Mesajı Okuyun
Old 23-10-2012, 21:20   #27
Teknik_Uzman

 
Varsayılan

Alıntı:

“Zira işbu maddeyi yazan komisyon üyeleri de zaman zaman konferanslarında bu konu sorulursa, düzenleme amaçlarını iki reşit olmayan kişi arasındaki ilişki için düzenleme yapmadıklarını zaten bu durumda yargılama olamayacağını ifade ediyorlar.”
"Aynı şekilde diğeri de reşit degil ve kendisi yada anne/babası şikayetçi olur ise her ikisi de müşteki sanik olacaktır. Ancak bugüne kadar tck 104 anlaminda müştekinin erkek, sanığın bayan olduğu bir ceza davasi ile karşılaşmadığını söylemeden geçemeyeceğim. Düşündürücü...."
"Kesinlikle önce davranan müşteki olur, diğeri şüpheli..."
"Pekiyi biri bu olaydan sonra kaza geçirdi, rapor aldı, iş göremez raporu? Hangisi / niçin müşteki?...."

..................

Değerlendirmeler:

Görüldüğü üzere yargıya başvuru, sadece tarafların adlandırılması / sıfatlandırılması (mahkemede çağrılması) için konulmaktadır. Asıl mesele ise bu tanımların, soruşturma ve kovuşturma evrelerinde ortaya çıkaracağı tek veya çift sıfatlı durumlarıdır. Burada, 'silahı önce çeken', 'kurşunu ilk yiyen' anlamında bir zamanlama konusuna girilmesi yersizdir. çünkü, 'karşılıklı rıza' zaten öncelik durumunu yutar. Eğer çift taraflı rıza yoksa, tek (kadın) taraflı bir şikayetin varlığı kaçınılmazdır; genelde önceliği kız tarafı alır ve bayan müşteki, erkek şüpheli/sanık olarak ortaya çıkar. Ancak bu, her ne kadar önyargılı olarak erkeğin suçlu görülmesine yol açabilse de, genelde kız tarafının rızalı olduğunun perdelenmesi için de kullanılır.

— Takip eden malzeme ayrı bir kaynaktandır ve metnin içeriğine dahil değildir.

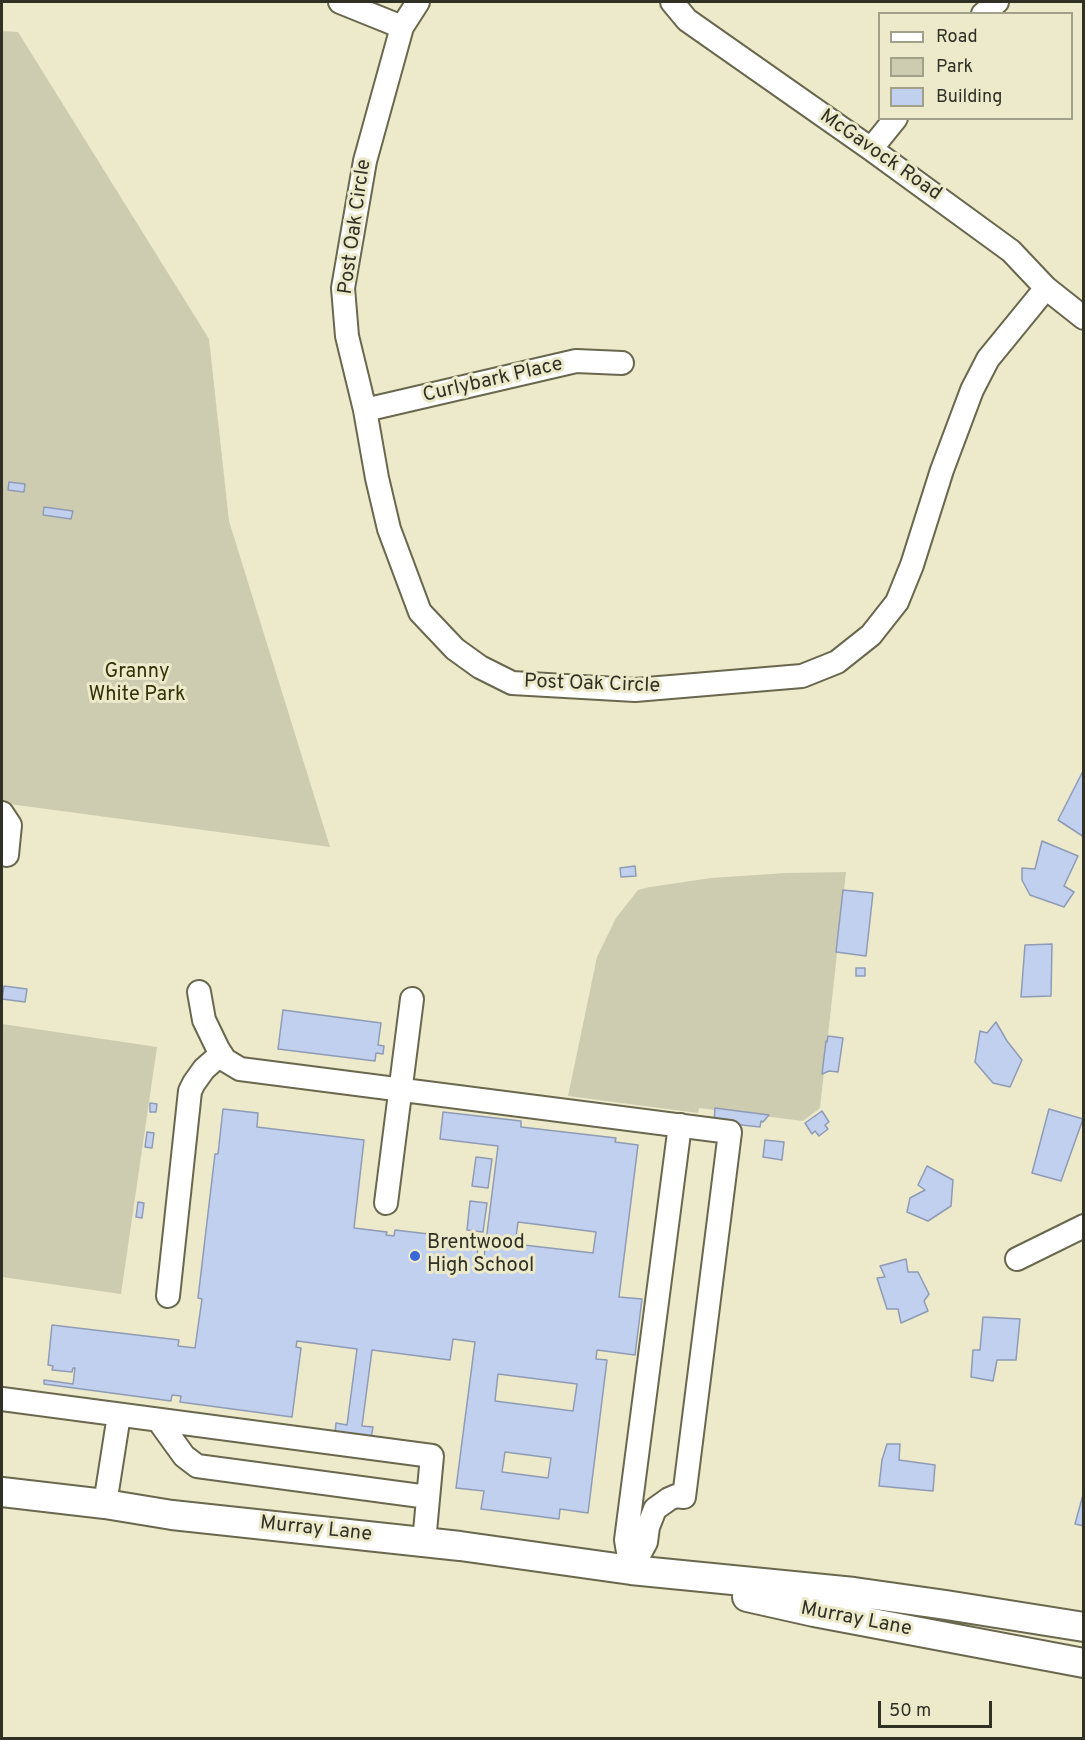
<!DOCTYPE html>
<html>
<head>
<meta charset="utf-8">
<style>
	body { margin:0 }
	#map { position:relative; width:1085px; height:1740px; overflow:hidden; background:#eceacb; font-family:Overpass,sans-serif }
	canvas { display:block }
	.frame { position:absolute; inset:0; border:3px solid #313025; pointer-events:none }
	.legend { position:absolute; left:878px; top:12px; width:195px; height:108px; box-sizing:border-box; background:#eceacb; border:2px solid #a1a089; margin:0; padding:8px 10px; list-style:none; font-size:18px; color:#313025 }
	.legend li { display:flex; align-items:center; gap:12px; height:30px }
	.legend b { width:30px; border:2px solid #a1a089 }
	.scale { position:absolute; left:878px; top:1701px; width:114px; height:27px; box-sizing:border-box; border:3px solid #313025; border-top:0; padding-left:8px; font-size:18px; line-height:21px; white-space:nowrap; color:#313025; -webkit-text-stroke:4px #eceacb; paint-order:stroke }
</style>
</head>
<body>
<div id="map">
<canvas width="1085" height="1740"></canvas>
<div class="frame"></div>
<ul class="legend">
<li><b style="height:8px;background:#fff"></b>Road</li>
<li><b style="height:16px;background:#ceccb0"></b>Park</li>
<li><b style="height:16px;background:#c1d0ee"></b>Building</li>
</ul>
<div class="scale">50 m</div>
</div>
<script>
const g = document.querySelector('canvas').getContext('2d');
g.lineJoin = 'round';
function fillPath(path, color) {
  g.fillStyle = color;
  g.fill(path, 'evenodd');
}
function shape(rows) {
  const path = new Path2D();
  for (const r of rows) {
    path.moveTo(r[0], r[1]);
    for (let i = 2; i < r.length; i += 2) path.lineTo(r[i], r[i + 1]);
  }
  return path;
}
function strokePath(path, color, width, dash) {
  g.strokeStyle = color;
  g.lineWidth = width;
  g.lineCap = dash ? 'butt' : 'round';
  g.setLineDash(dash || []);
  g.stroke(path);
}
function write(font, color, halo, rows, align = 'center') {
  g.font = font + ' Overpass,sans-serif';
  g.lineWidth = 6;
  g.setLineDash([]);
  g.textBaseline = 'middle';
  g.strokeStyle = halo;
  g.fillStyle = color;
  for (const [text, x, y, turn = 0] of rows) {
    g.save();
    g.translate(x, y);
    g.rotate((+turn || 0) * Math.PI / 180);
    g.textAlign = isNaN(turn) ? turn : align;
    if (halo) g.strokeText(text, 0, 0);
    g.fillText(text, 0, 0);
    g.restore();
  }
}
const green = shape([
	[2,31,18,32,209,339,229,521,330,847,2,803],
	[846,872,820,1108,803,1121,699,1108,698,1113,568,1096,597,957,616,918,638,890,650,887,711,878,786,873],
	[2,1024,157,1047,121,1294,2,1277]
]);
const building = shape([
	[9,482,25,484,24,492,8,490,9,482],
	[44,507,73,511,71,519,43,515,44,507],
	[1083,771,1084,771,1084,837,1058,820,1083,771],
	[1042,841,1078,856,1064,886,1074,892,1064,907,1030,895,1022,880,1022,868,1035,869,1042,841],
	[635,866,636,876,621,877,620,868,635,866],
	[843,890,873,893,866,956,836,952,843,890],
	[1052,944,1051,996,1021,997,1025,945,1052,944],
	[856,968,865,968,865,976,856,976,856,968],
	[4,986,27,989,25,1002,2,999,4,986],
	[283,1010,381,1023,378,1045,384,1046,383,1054,376,1053,375,1061,278,1049,283,1010],
	[996,1022,1007,1041,1022,1060,1010,1087,993,1083,975,1062,980,1031,987,1033,996,1022],
	[828,1036,843,1038,838,1072,829,1071,822,1074,826,1041,827,1042,828,1036],
	[150,1103,157,1104,156,1112,150,1112,150,1103],
	[715,1108,769,1115,763,1122,761,1121,760,1127,714,1122,715,1108],
	[223,1109,258,1113,257,1127,364,1140,354,1228,387,1232,386,1235,394,1236,395,1230,479,1240,476,1264,483,1265,498,1146,440,1139,443,1112,521,1121,521,1127,616,1138,615,1142,638,1145,619,1297,642,1299,635,1355,597,1350,596,1359,607,1360,588,1513,560,1509,559,1519,481,1509,484,1491,456,1488,475,1342,453,1339,450,1360,372,1350,362,1426,373,1427,371,1438,335,1433,336,1423,347,1425,357,1349,297,1341,296,1347,301,1348,292,1417,180,1402,181,1396,172,1395,171,1401,44,1384,44,1380,73,1384,75,1368,73,1368,72,1372,52,1370,53,1366,48,1365,52,1325,179,1340,178,1346,195,1348,202,1299,198,1298,215,1154,218,1154,223,1109],
	[518,1222,596,1232,593,1253,515,1244,518,1222],
	[498,1374,577,1384,573,1411,495,1401,498,1374],
	[505,1452,551,1458,548,1478,502,1472,505,1452],
	[1049,1109,1083,1119,1061,1181,1032,1173,1049,1109],
	[822,1111,829,1122,825,1125,828,1129,819,1136,815,1131,812,1134,805,1123,822,1111],
	[147,1132,154,1133,152,1148,145,1147,147,1132],
	[765,1140,784,1142,782,1160,763,1157,765,1140],
	[476,1157,492,1159,488,1188,472,1186,476,1157],
	[927,1166,953,1180,951,1206,928,1221,907,1212,910,1198,925,1190,918,1185,927,1166],
	[470,1201,487,1203,483,1232,467,1230,470,1201],
	[138,1202,144,1203,142,1218,136,1217,138,1202],
	[906,1259,908,1272,918,1272,929,1294,924,1301,928,1311,901,1323,898,1309,887,1309,877,1278,885,1277,880,1266,906,1259],
	[983,1317,1020,1319,1016,1360,997,1360,993,1381,971,1377,973,1350,980,1350,983,1317],
	[887,1444,900,1444,899,1460,935,1465,933,1491,879,1486,882,1460,887,1444],
	[1084,1491,1084,1526,1075,1524,1084,1491]
]);
const minor = shape([
	[340,2,402,27],
	[418,2,402,27,365,161,343,288,347,336,365,410,377,478,389,529,420,612,455,649,480,667,512,683,635,690,802,676,837,662,871,635,897,602,912,565,942,470,972,390,988,359,1046,288],
	[672,2,687,20,871,149,1011,251,1046,288,1084,318],
	[983,14,997,2],
	[871,149,896,118],
	[365,410,576,361,622,363],
	[2,813,10,825,7,855],
	[199,992,204,1020,218,1049,225,1060,240,1069,730,1132,684,1497,676,1496,669,1499,655,1509,648,1527,646,1542,631,1570],
	[386,1203,412,999],
	[1017,1259,1084,1226],
	[168,1296,190,1091,194,1083,204,1069,221,1054],
	[2,1399,432,1456,424,1542],
	[158,1420,184,1456,197,1466,428,1497],
	[105,1504,119,1415],
	[631,1570,626,1540,680,1125]
]);
const major = shape([
	[2,1492,105,1504,172,1515,460,1546,631,1570,854,1592,946,1605,1084,1627],
	[747,1597,814,1612,1084,1663]
]);
const markers = [
	[415,1256,6,"#3969d9"]
];
const streetNames = [
	["McGavock Road",880,156,35],
	["Post Oak Circle",356,227,-82],
	["Curlybark Place",493,381,-13],
	["Post Oak Circle",592,685,2],
	["Murray Lane",316,1530,6],
	["Murray Lane",856,1620,11]
];
const parkNames = [
	["Granny",137,673],
	["White Park",137,696]
];
const poiNames = [
	["Brentwood",427,1244],
	["High School",427,1267]
];
fillPath(green, '#ceccb0');
fillPath(building, '#c1d0ee');
strokePath(building, '#8f9bb5', 1.5);
strokePath(minor, '#69674d', 26);
strokePath(major, '#69674d', 32);
strokePath(minor, '#fff', 22);
strokePath(major, '#fff', 28);
for (const [x, y, r, color] of markers) {
  const dot = new Path2D();
  dot.arc(x, y, r, 0, 2 * Math.PI);
  g.fillStyle = color;
  g.fill(dot);
  strokePath(dot, '#eceacb', 2);
}
write('20px', '#313025', '#eceacb', streetNames);
write('20px', '#343005', '#eceacb', parkNames);
write('20px', '#313025', '#eceacb', poiNames, 'left');
</script>
</body>
</html>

Fizyoloji gereği erkeğin kadına yönlendiği dikkate alındığında, elbette ki normal şartlarda; 'müştekinin erkek, sanığın bayan olduğu bir ceza davası' oluşamaz. Esasen karşı şikâyetin olması, diğer tarafın da kendisini kurtarma amacını taşıyan bir işlem olmaktan /hukukta paradoks yaratıp davayı düşürmekten/ başka anlam taşımayacaktır. Ancak kovuşturma evresinde şikâyetin gerçekliğine hükmedilecek; kanıtlanması halinde bir tarafın şikâyeti doğru, diğeri yanlış /iftira/ olarak kesinleşecektir.

Mevcut mevzuat, fizyolojinin etkisinde kalarak, erkek şüpheliyi varsaymaktadır. Yani, kadın tarafının saklı rızasını perdelemek, yahut erkek tarafını kurtarmak için kullanılan karşı şikâyet tekniği; mevzuattaki açığı kullanarak, mevcut durumun çözümünü var göstermektedir. Oysa gerçekte bu paradoks, çözümsüzdür. Birkaç fâcia daha yaşanmadan 15-18 yaşın (ergen cinselliğindeki serbestiler veya kısıtlamalar) durumu yasa koyucu tarafından âcilen ele alınmalıdır.